抄録
【目的】小児理学療法は対象児者に対して運動発達の促進、機能的動作の獲得、二次障害の予防を目的に実施し、加えて保護者に対して生活活動の援助方法指導も実施している。保護者指導の中で運動機能改善や変形、拘縮の予防を目的としたホームエクササイズ(以下家庭練習)を指導しているがその実施状況や保護者の負担感については理学療法士(以下PT)が個々に把握しているものの、その実態についての報告が少ない。そこで今回、保護者に対して家庭練習についてのアンケート調査を実施し、家庭練習の実施状況とその継続に関する実態を把握し、家庭生活との関連性を検討することにより、PTが今後指導する上での留意点について考察した。
【方法】対象は当園の通園施設利用者および外来PT利用者、市内大学病院と重症心身障害児者施設の外来PT利用者で担当PTが家庭練習を伝達している肢体不自由児者の保護者66名とした。このうち44名の有効回答が得られた。(有効回答率66.7%)調査は質問紙法で実施し、直接手渡し当日回収した。調査内容は対象児者や保護者の家庭状況やPT頻度、家庭練習の実施状況、家庭練習の必要性や負担感などであり、主に選択式で実施し、理由等については自由記載とした。保護者全員は家庭練習の内容を複数指導されており、頻繁にできている内容と頻繁にできていない内容の2群を、その方法の習得状況と実施しての効果の実感について、対応のないt検定を用いて検討し、有意水準を5%未満とした。
【説明と同意】対象児者と保護者に対し本研究の概要について書面をもって説明し保護者による同意書への署名にて同意を得た。
【結果】対象児者の年齢は0歳(10ヶ月)から25歳で平均年齢は6.34±5.57歳であった。年齢区分は「3歳から6歳未満」が17名(38.7%)と最も多く、次いで「3歳未満」が11名(25.0%)、小学生10名(22.7%)であった。主たる介護者は全員が母親であり、腰痛や肩こりなどの体調の不良を訴える者が26名(59.1%)であった。また他家族からの介護の手伝いについては「よく手伝ってくれる」が20名(45.5%)、「時々手伝ってくれる」が19名(43.2%)であった。さらに家庭練習を実施する者は母親が42名(95.5%)を占め、その練習の実施頻度は「ほぼ毎日」が26名(59.1%)、「週に4回」が9名(20.1%)、「週に2回」が6名(13.6%)、「週に1回」が2名(4.5%)であった。さらに1日の実施時間は15分が10名(22.7%)、30分が17名(38.6%)で、1時間以上の実施が10名(22.7%)、5分以下が7名(15.9%)であった。練習時間については「3歳未満」から「小学生」にかけて減少傾向であった。家庭練習の必要性については「すごく感じる」が41名(93.2%)で残りが「少し感じる」を回答した。「実施状況をPTが聞いてくれたか」の問いに「頻繁に聞いてくれた」「時々聞いてくれた」が43名(97.7%)、「実施状況についてPTが褒めてくれたか」に対しては「頻繁に褒めてくれた」「時々褒めてくれた」が42名(95.5%)であった。家庭練習の負担度は「感じる」傾向が19名(43.2%)で「全く感じない」が12名(27.3%)であった。実施できない時の焦りやストレスについては「感じる」が26名(59.1%)で「全く感じない」が5名(11.4%)を示していた。頻繁にできている内容とできていない内容の2群は習得状況および効果の実感ともに有意な差がみられた。
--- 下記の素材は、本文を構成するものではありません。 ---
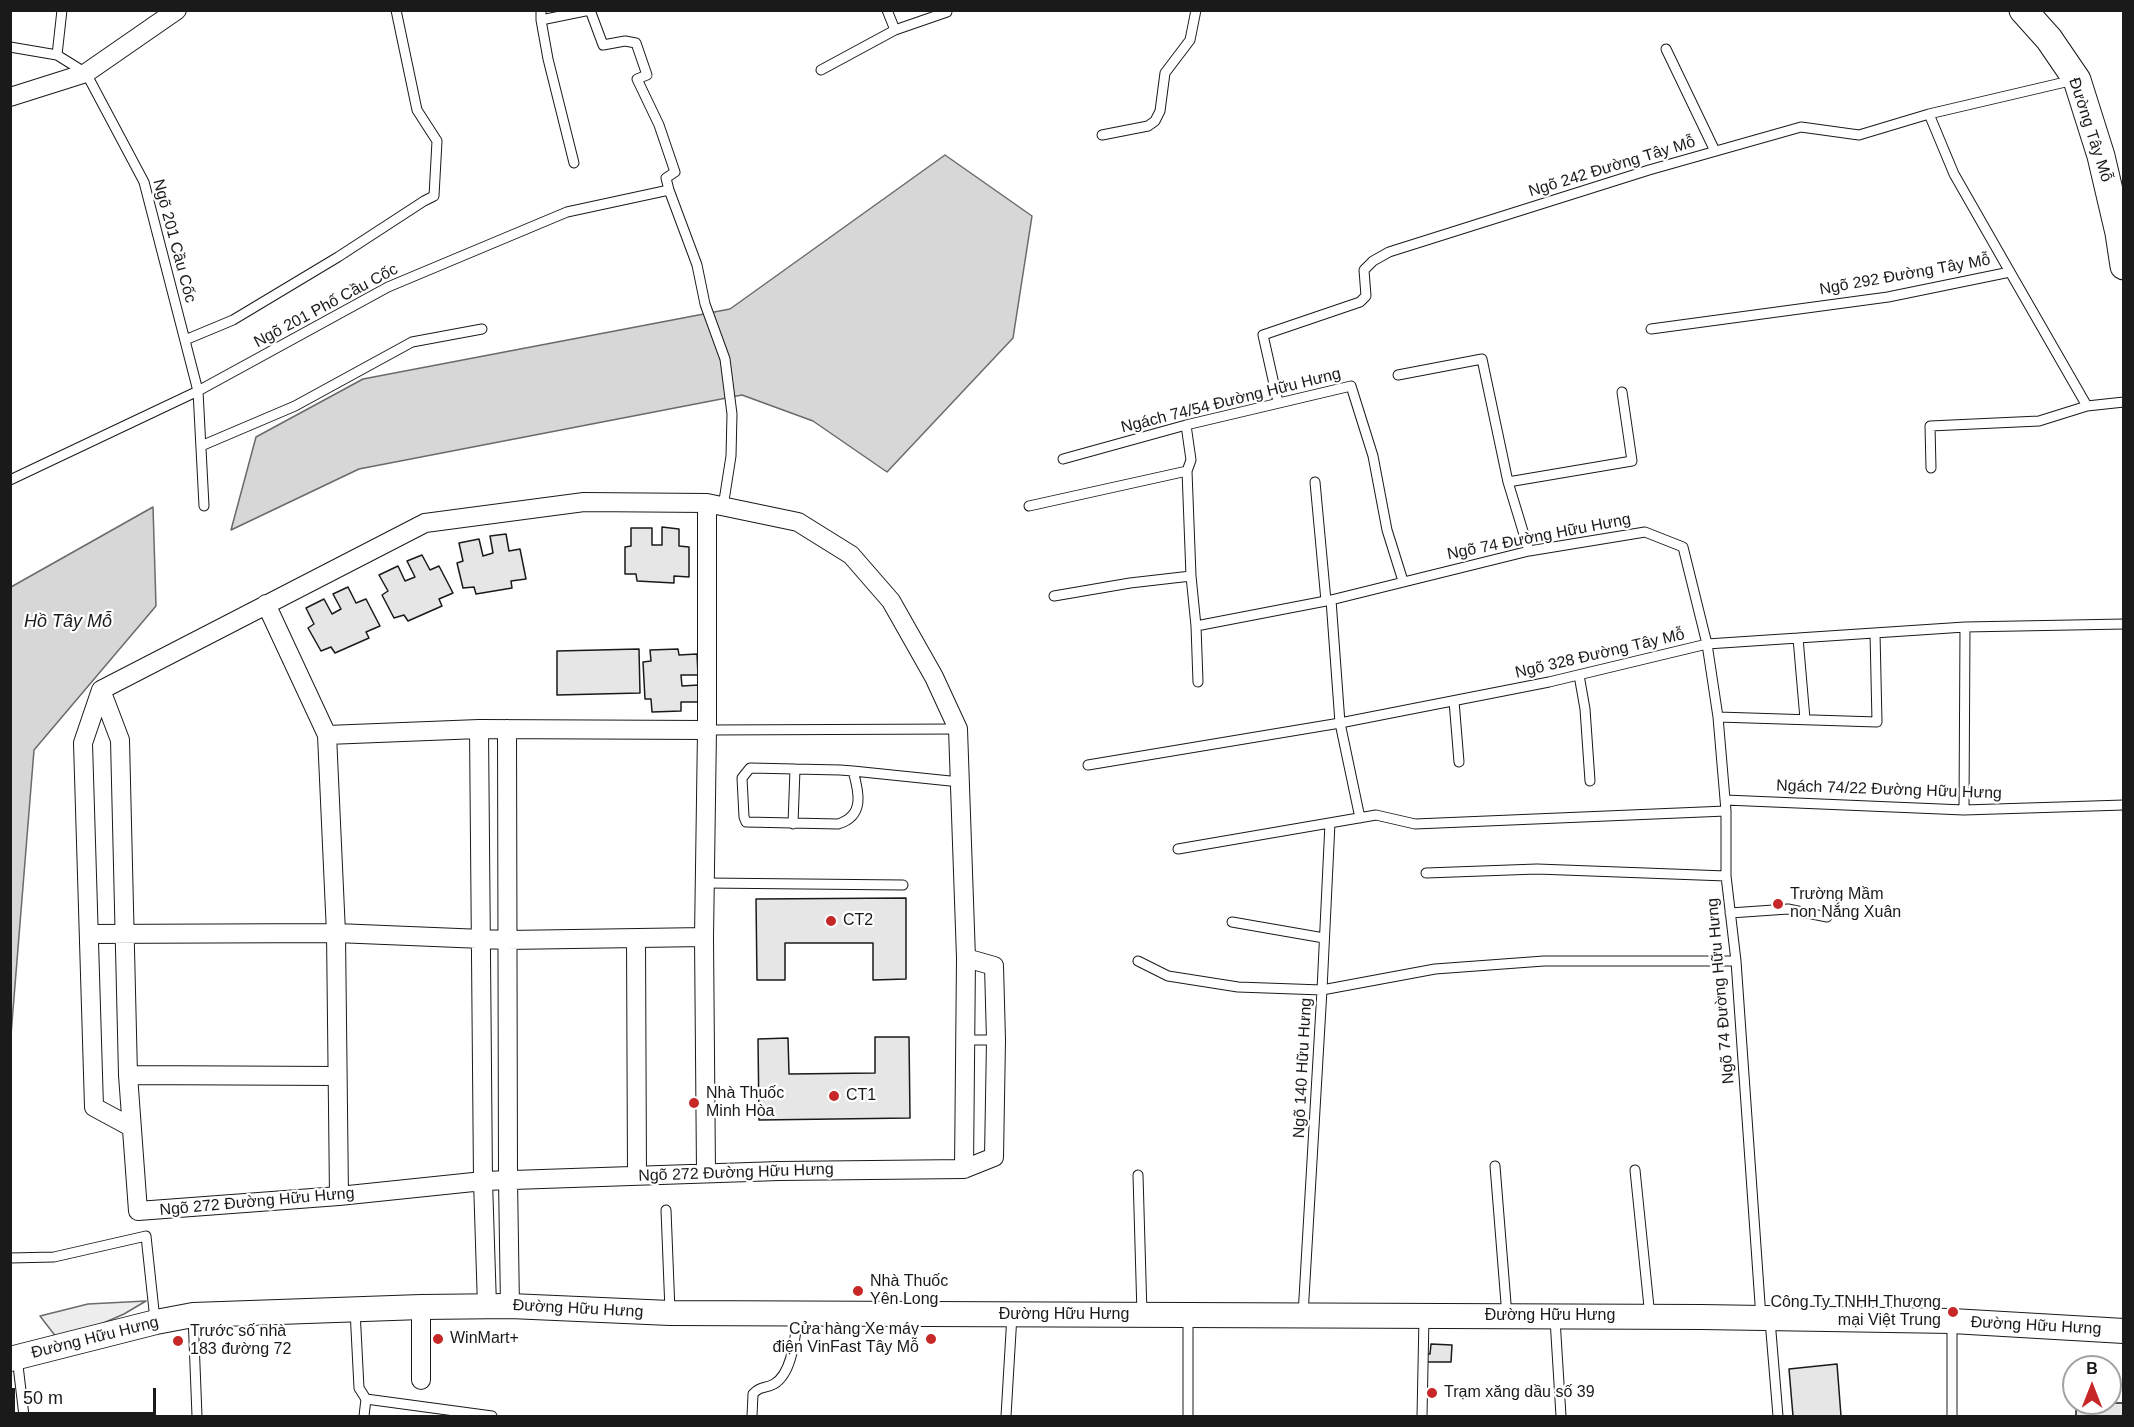 <!DOCTYPE html>
<html>
<head>
<meta charset="utf-8">
<style>
  body { margin:0 }
  #map { position:relative; width:2134px; height:1427px; overflow:hidden; background:#fff; font-family:Arial,sans-serif }
  canvas { display:block }
  .frame { position:absolute; inset:0; border:12px solid #1a1a1a; pointer-events:none }
  .north { position:absolute; left:2062px; top:1355px; width:60px; height:60px; box-sizing:border-box; background:#fff; border:2px solid #a3a3a3; border-radius:50%; rotate:0deg; font-size:16px; font-weight:700; line-height:24px; text-align:center; color:#1a1a1a }
  .north::after { content:''; display:block; margin:auto; width:21px; height:27px; background:#c62828; clip-path:polygon(50% 0,100% 100%,50% 72%,0 100%) }
  .scale { position:absolute; left:12px; top:1388px; width:144px; height:27px; box-sizing:border-box; border:3px solid #1a1a1a; border-top:0; padding-left:8px; font-size:18px; line-height:21px; white-space:nowrap; color:#1a1a1a; -webkit-text-stroke:4px #fff; paint-order:stroke }
</style>
</head>
<body>
<div id="map">
<canvas width="2134" height="1427"></canvas>
<div class="frame"></div>
<div class="north">B</div>
<div class="scale">50 m</div>
</div>
<script>
const context = document.querySelector('canvas').getContext('2d');
context.lineJoin = 'round';
function fill(path, color) { context.fillStyle = color; context.fill(path, 'evenodd'); }
function stroke(path, color, width, dash) { context.strokeStyle = color; context.lineWidth = width; context.lineCap = dash ? 'butt' : 'round'; context.setLineDash(dash || []); context.stroke(path); }
function label(font, color, halo, rows, align = 'center') {
  context.font = font + ' Arial,sans-serif'; context.lineWidth = 4.5; context.setLineDash([]); context.textBaseline = 'middle'; context.strokeStyle = halo; context.fillStyle = color; for (const [text, x, y, turn = 0] of rows) {
    context.save(); context.translate(x, y); context.rotate((+turn || 0) * Math.PI / 180); context.textAlign = isNaN(turn) ? turn : align; if (halo) context.strokeText(text, 0, 0); context.fillText(text, 0, 0); context.restore();
  }
}
const built = new Path2D(`
  M146,1301l-22,13 -64,28 -20,-26 48,-12z`);
const water = new Path2D(`
  M945,155l87,61 -19,122 -126,134 -74,-51 -71,-26 -383,74 -128,61 25,-93 107,-58 367,-70z
  M153,507l3,99 -122,144 -23,285v-448z`);
const building = new Path2D(`
  M662,527l17,2v17l10,1v30l-15,-1v7l-37,-2 -1,-7h-11v-27l6,-1v-18h21v17h10z
  M506,534l3,17 11,-2 6,30 -15,2 1,7 -36,6 -2,-7 -11,1 -6,-25 6,-2 -4,-18 20,-4 4,17 10,-3 -3,-17z
  M422,555l8,15 9,-4 14,27 -14,6 3,7 -34,15 -4,-6 -10,3 -12,-23 6,-4 -9,-16 19,-9 7,15 10,-4 -8,-16z
  M348,587l8,16 10,-4 14,27 -14,6 3,6 -34,15 -4,-6 -10,4 -13,-23 6,-4 -8,-16 18,-9 8,15 9,-5 -8,-15z
  M639,649l1,44 -83,2v-44z
  M678,649l1,6 18,-1 1,21h-17l1,11 17,-1 -1,17h-17v9l-29,1 -1,-13h-6l-2,-37 8,-1 -1,-11z
  M906,898v81l-33,1v-37h-88v37h-28l-1,-81z
  M875,1037h34l1,81 -151,2 -1,-81 30,-1 1,36 86,-1z
  M1431,1344l21,1 -1,17h-26l1,-8h4z
  M1837,1364l4,52h-48l-4,-47z
  M2076,1403h48v13h-48z`);
const lane = new Path2D(`
  M541,10v10l7,39 26,104
  M590,10l13,35 22,-4 11,2 11,32 -10,4 22,46 16,47 -9,6 3,12 28,75 8,39 20,55 7,55 -1,42 -8,51
  M887,10l8,20
  M541,20l49,-10
  M10,47l47,8 29,18 58,109 54,209 6,115
  M1666,49l49,102
  M57,55l5,-45
  M821,70l74,-40 52,-18
  M1929,114l25,60 56,98
  M1102,135l46,-9 7,-5 5,-10 5,-38 25,-33 6,-30
  M1651,329l237,-32 122,-25 77,134 37,-4
  M185,340l48,-20 105,-63 86,-56 10,-5 3,-55 -20,-31 -21,-100
  M1398,375l84,-16 26,123 21,69
  M1278,402l-15,-67 97,-33 6,-6 -2,-26 9,-9 16,-9 260,-82 152,-43 58,8 70,-21 145,-34
  M1186,425l5,35 -4,11 4,105 5,50 135,-26 198,-49 116,-19 38,15 24,97 11,73 8,94v65l10,85 25,357
  M201,446l94,-40 117,-64 70,-13
  M1063,459l123,-34 165,-39 22,70 14,74 16,51
  M1931,468l-1,-42 109,-5 48,-15
  M10,480l188,-89 190,-104 179,-75 102,-22
  M1315,482l11,119
  M1508,482l124,-21 -10,-69
  M1029,506l158,-35
  M1054,596l76,-13 61,-7
  M1331,600l9,123 20,95
  M1196,626l2,56
  M1798,638l7,81
  M1579,675l6,34 5,72
  M1454,701l5,61
  M1718,717l159,5 -2,-89
  M707,730l251,-1
  M1088,765l252,-42 209,-41 158,-38 258,-17 159,-3
  M853,771c6,21 12,45 -15,53l-92,-2 -2,-5 -2,-39 8,-10 90,2 13,1 107,11
  M1725,800l239,10 160,-5
  M1964,810l1,-183
  M793,824l2,-55
  M1178,849l198,-34 39,9 311,-13
  M1426,873l111,-4 189,7
  M706,883l197,2
  M1730,913l58,-4 39,8
  M1232,922l92,16
  M1138,961l30,15 70,11 84,3 113,-21 109,-8h192
  M965,1040h31
  M1495,1166l12,150
  M1635,1170l15,147
  M1138,1175l4,139
  M666,1210l4,101
  M10,1258l44,-1 92,-21 9,84
  M355,1310l4,78 7,11 -2,17
  M193,1315l4,101
  M1303,1315l19,-325 8,-167
  M1555,1319l6,97
  M1770,1320l8,96
  M1952,1321v95
  M17,1357l7,59
  M366,1399l126,17
  M752,1416l1,-22c8,-9 12,-5 21,-10 19,-11 21,-49 24,-68
  M1006,1416l6,-101
  M1188,1416v-99
  M1422,1416l2,-99`);
const street = new Path2D(`
  M10,97l76,-24 91,-63
  M266,604l61,131 9,198 3,263
  M101,690l19,50 8,335 10,136 201,-15 144,-15 296,-10 185,-2 30,-12 2,-117 -2,-74 -28,-8
  M479,729l4,452 4,125
  M507,729l1,451 2,126
  M327,735l152,-6 228,1v-227
  M89,934l247,-1 171,7 197,-3
  M636,938l1,238
  M128,1075l209,1
  M131,1127l-37,-20 -11,-364 18,-53 324,-167 159,-21 123,1 91,19 53,33 40,46 43,76 24,52 8,229 -2,211
  M706,1173l-2,-236 3,-207
  M421,1307v73`);
const secondary = new Path2D(`
  M10,1359l146,-37 37,-7 228,-8 89,-1 160,7 1031,4 251,4 172,10`);
const primary = new Path2D(`
  M2023,10l26,29 28,41 24,76 18,77 5,33`);
const markers = [
  [1778,904,6,"#c62828"],
  [831,921,6,"#c62828"],
  [834,1096,6,"#c62828"],
  [694,1103,6,"#c62828"],
  [858,1291,6,"#c62828"],
  [1953,1312,6,"#c62828"],
  [438,1339,6,"#c62828"],
  [931,1339,6,"#c62828"],
  [178,1341,6,"#c62828"],
  [1432,1393,6,"#c62828"]
];
const streetNames = [
  ["Đường Tây Mỗ",2090,130,72],
  ["Ngõ 242 Đường Tây Mỗ",1612,167,-17],
  ["Ngõ 201 Cầu Cốc",174,241,75],
  ["Ngõ 292 Đường Tây Mỗ",1905,275,-10],
  ["Ngõ 201 Phố Cầu Cốc",326,306,-28],
  ["Ngách 74/54 Đường Hữu Hưng",1231,401,-14],
  ["Ngõ 74 Đường Hữu Hưng",1539,537,-11],
  ["Ngõ 328 Đường Tây Mỗ",1600,654,-13],
  ["Ngách 74/22 Đường Hữu Hưng",1889,790,2],
  ["Ngõ 74 Đường Hữu Hưng",1721,991,-95],
  ["Ngõ 140 Hữu Hưng",1303,1068,-87],
  ["Ngõ 272 Đường Hữu Hưng",736,1173,-2],
  ["Ngõ 272 Đường Hữu Hưng",257,1202,-5],
  ["Đường Hữu Hưng",578,1309,3],
  ["Đường Hữu Hưng",1064,1315],
  ["Đường Hữu Hưng",1550,1316],
  ["Đường Hữu Hưng",2036,1326,3],
  ["Đường Hữu Hưng",95,1338,-14]
];
const poiNames = [
  ["Trường Mầm",1790,895],
  ["non Nắng Xuân",1790,913],
  ["CT2",843,921],
  ["Nhà Thuốc",706,1094],
  ["Minh Hòa",706,1112],
  ["CT1",846,1096],
  ["Nhà Thuốc",870,1282],
  ["Yên Long",870,1300],
  ["Công Ty TNHH Thương",1941,1303,"right"],
  ["mại Việt Trung",1941,1321,"right"],
  ["Cửa hàng Xe máy",919,1330,"right"],
  ["điện VinFast Tây Mỗ",919,1348,"right"],
  ["Trước số nhà",190,1332],
  ["183 đường 72",190,1350],
  ["WinMart+",450,1339],
  ["Trạm xăng dầu số 39",1444,1393]
];
const waterNames = [
  ["Hồ Tây Mỗ",68,622]
];
fill(built, '#ededed');
stroke(built, '#6a6a6a', 1.5);
fill(water, '#d7d7d7');
stroke(water, '#6a6a6a', 1.5);
fill(building, '#e6e6e6');
stroke(building, '#1a1a1a', 1.5);
stroke(lane, '#1a1a1a', 11);
stroke(street, '#1a1a1a', 20);
stroke(secondary, '#1a1a1a', 26);
stroke(primary, '#1a1a1a', 29);
stroke(lane, '#fff', 9);
stroke(street, '#fff', 18);
stroke(secondary, '#fff', 24);
stroke(primary, '#fff', 27);
for (const [x, y, r, color] of markers) { const dot = new Path2D(); dot.arc(x, y, r, 0, 2 * Math.PI); context.fillStyle = color; context.fill(dot); stroke(dot, '#fff', 2); }
label('16px', '#1a1a1a', '#fff', streetNames);
label('16px', '#1a1a1a', '#fff', poiNames, 'left');
label('italic 18px', '#1a1a1a', '#fff', waterNames);
</script>
</body>
</html>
【考察】今回の調査により家庭練習の多くは母親が実施しており、家事全般に加えた家庭練習の実施は大きな負担と考える。しかし実際は家庭練習の頻度が「週4回以上」の高頻度に集中し、30分以上の時間をかけているものも6割強であり、積極的に家庭練習に取り組む姿勢が認められた。さらに練習時間と子どもの年齢との関係性については、「小学生」までは練習時間の平均は年代とともに減少しており、急激な家庭環境の変化と相俟って、現実的な時間の確保の困難さがみられた。このような状況で家庭練習の負担感や練習実施におけるストレスなども半数近い数字で感じているものの、「全く感じない」者もおり、家庭練習による子どもの成長や運動機能の改善への期待が推測される。頻繁にできている内容とできていない内容の差は、簡便に習得できる練習方法を指導することの重要性と、効果を保護者に実感させることが家庭練習への取り組みにつながることを示唆する。さらに家庭練習はあくまでも理学療法士的な役割を担わせるものではなく、家族と子どもの関わりを多くするための手段であり、そのためのプログラム作りが求められているものと考えられる。
【理学療法学研究としての意義】本研究は対象児者とその家族の生活を捉え、それに基づく理学療法への展開の幅を広げるものとして意義あるものである。